Evaluation of Open-Source Tools for Differential Privacy

Sensors 2023, 23(14), 6509; https://doi.org/10.3390/s23146509
by Shiliang Zhang 1,2, Anton Hagermalm 1, Sanjin Slavnic 1, Elad Michael Schiller 1,* and Magnus Almgren 1
Reviewer 1:
Reviewer 2: Anonymous
Reviewer 4: Anonymous
Reviewer 5:
Sensors 2023, 23(14), 6509; https://doi.org/10.3390/s23146509
Submission received: 31 May 2023 / Revised: 23 June 2023 / Accepted: 11 July 2023 / Published: 19 July 2023
(This article belongs to the Special Issue Data Privacy, Security, and Trust in New Technological Trends)

Round 1

Reviewer 1 Report

This article explores how to improve the trade-off between the degree of privacy protection and the ability to use protected data.  Differential privacy (DP) defines privacy protection by promising quantified indistinguishability between individuals that consent to share their privacy-sensitive information and the ones that do not. This work proposes an open-source evaluation framework for privacy protection solutions and offers evaluation for OpenDP Smartnoise, Google DP, PyTorch Opacus, Tensorflow Privacy, and Diffprivlib. In addition to studying their ability to balance the above trade-off, the authors consider discrete and continuous attributes by quantifying their performance under different data sizes. Defined criteria to quantify how different DP tools perform so that they can be selected. Evaluated and measure the impact of DP on different functionality that the studied tools provide. Two data sources of different types were used to get a nuanced picture of how well the studied tools work when using DP. The evaluation results demonstrate the degree to which the use of DP tools impacts data utility and system overhead.

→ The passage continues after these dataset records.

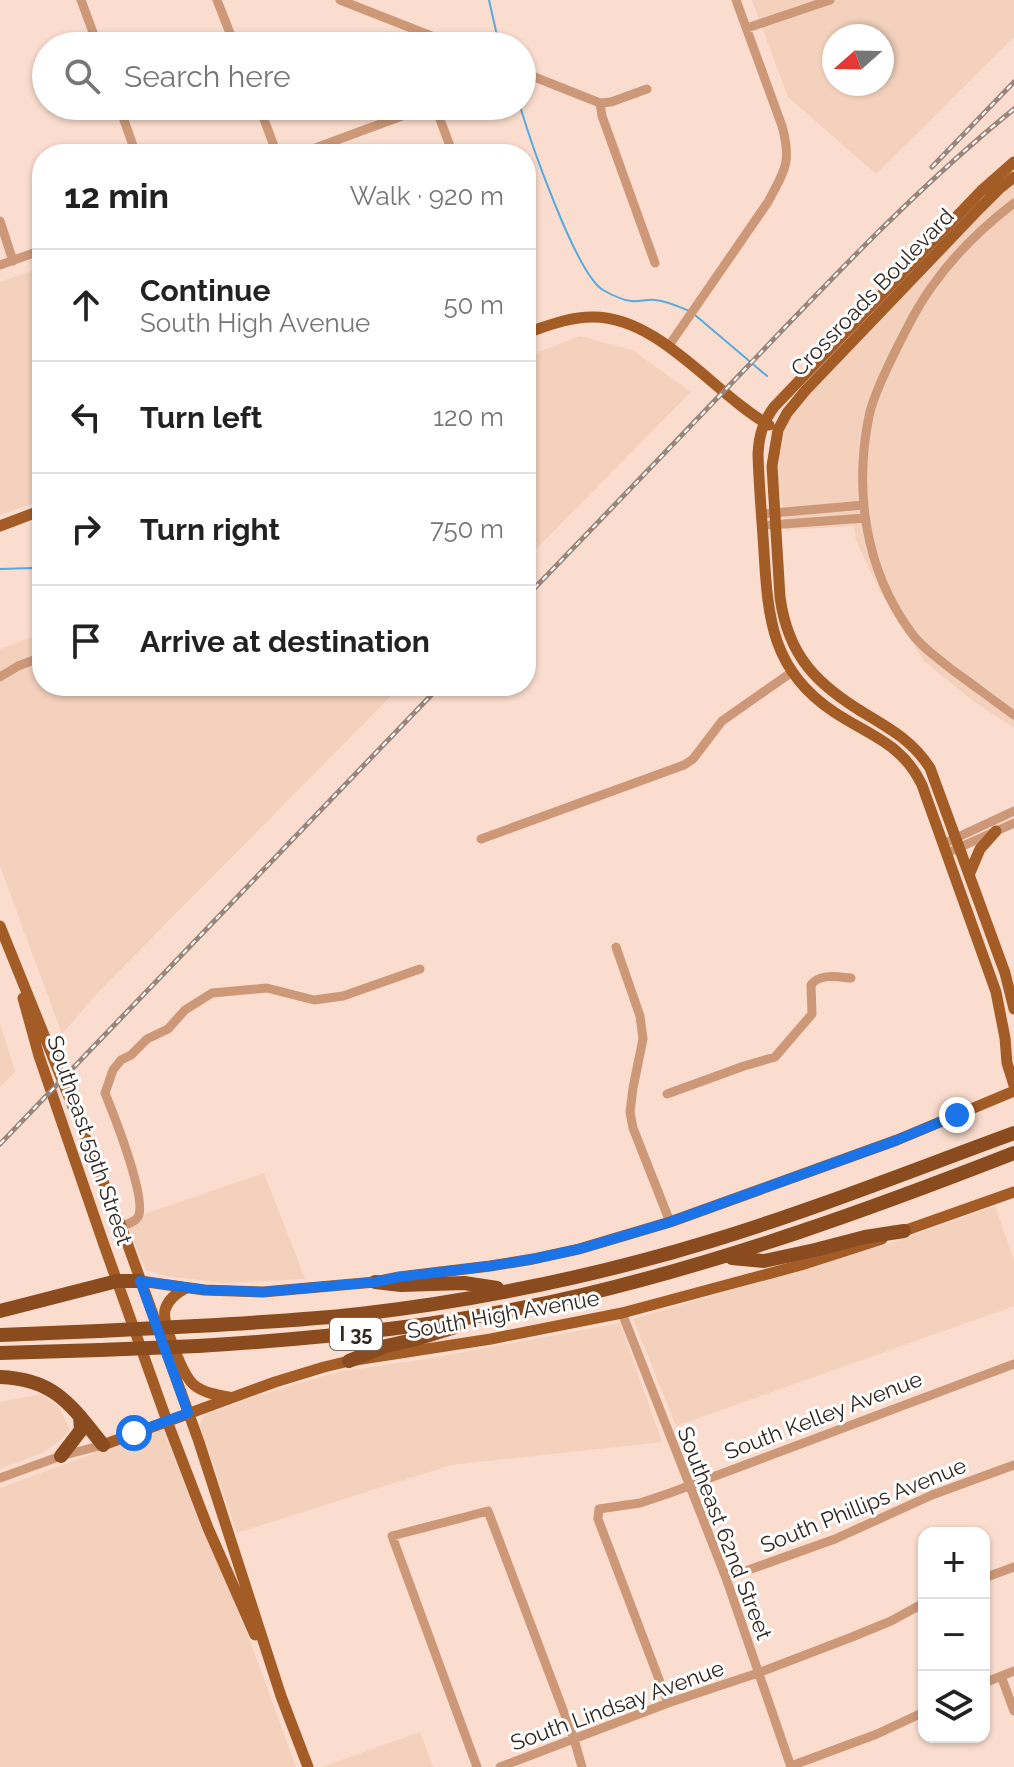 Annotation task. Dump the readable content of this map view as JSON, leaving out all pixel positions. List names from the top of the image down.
{
  "streets": {
    "highway": ["I 35"],
    "main road": ["Crossroads Boulevard", "Southeast 59th Street", "South High Avenue"],
    "street": [
      "South Kelley Avenue",
      "South Phillips Avenue",
      "Southeast 62nd Street",
      "South Lindsay Avenue"
    ]
  },
  "crossings": [
    ["Southeast 59th Street", "South High Avenue"],
    ["South High Avenue", "Southeast 62nd Street"],
    ["South Kelley Avenue", "Southeast 62nd Street"],
    ["South Kelley Avenue", "South Lindsay Avenue"],
    ["South Phillips Avenue", "Southeast 62nd Street"],
    ["Southeast 62nd Street", "South Lindsay Avenue"]
  ],
  "north": "left",
  "page": {
    "search": "Search here",
    "heading": ["12 min", "Walk · 920 m"],
    "list": [
      ["Continue", "South High Avenue", "50 m"],
      ["Turn left", "120 m"],
      ["Turn right", "750 m"],
      "Arrive at destination"
    ],
    "map_buttons": ["+", "−"]
  }
}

The choice of the proposed methods is justified. This approach is relevant. The research is of practical importance.

The conclusions correspond to the presented evidence and arguments, and they correspond to the basic question. The references appropriately. The tables, pictures and formulas meet the requirements.

Author Response

Dear editors and reviewers,

 

We have carefully reviewed the comments and have revised the manuscript accordingly. Our responses are given in a point-by-point manner below. Changes to the manuscript are shown in blue text. We hope the revised version meets your expectations and are happy to take further feedback.

 

Yours sincerely,

Elad Michael Schiller, Shilling Zhang, and Magnus Almgren

 

Comments from the reviewers:

Reviewer #1

This article explores how to improve the trade-off between the degree of privacy protection and the ability to use protected data. Differential privacy (DP) defines privacy protection by promising quantified indistinguishability between individuals that consent to share their privacy-sensitive information and the ones that do not. This work proposes an open-source evaluation framework for privacy protection solutions and offers evaluation for OpenDP Smartnoise, Google DP, PyTorch Opacus, Tensorflow Privacy, and Diffprivlib. In addition to studying their ability to balance the above trade-off, the authors consider discrete and continuous attributes by quantifying their performance under different data sizes. Defined criteria to quantify how different DP tools perform so that they can be selected. Evaluated and measure the impact of DP on different functionality that the studied tools provide. Two data sources of different types were used to get a nuanced picture of how well the studied tools work when using DP. The evaluation results demonstrate the degree to which the use of DP tools impacts data utility and system overhead. The choice of the proposed methods is justified.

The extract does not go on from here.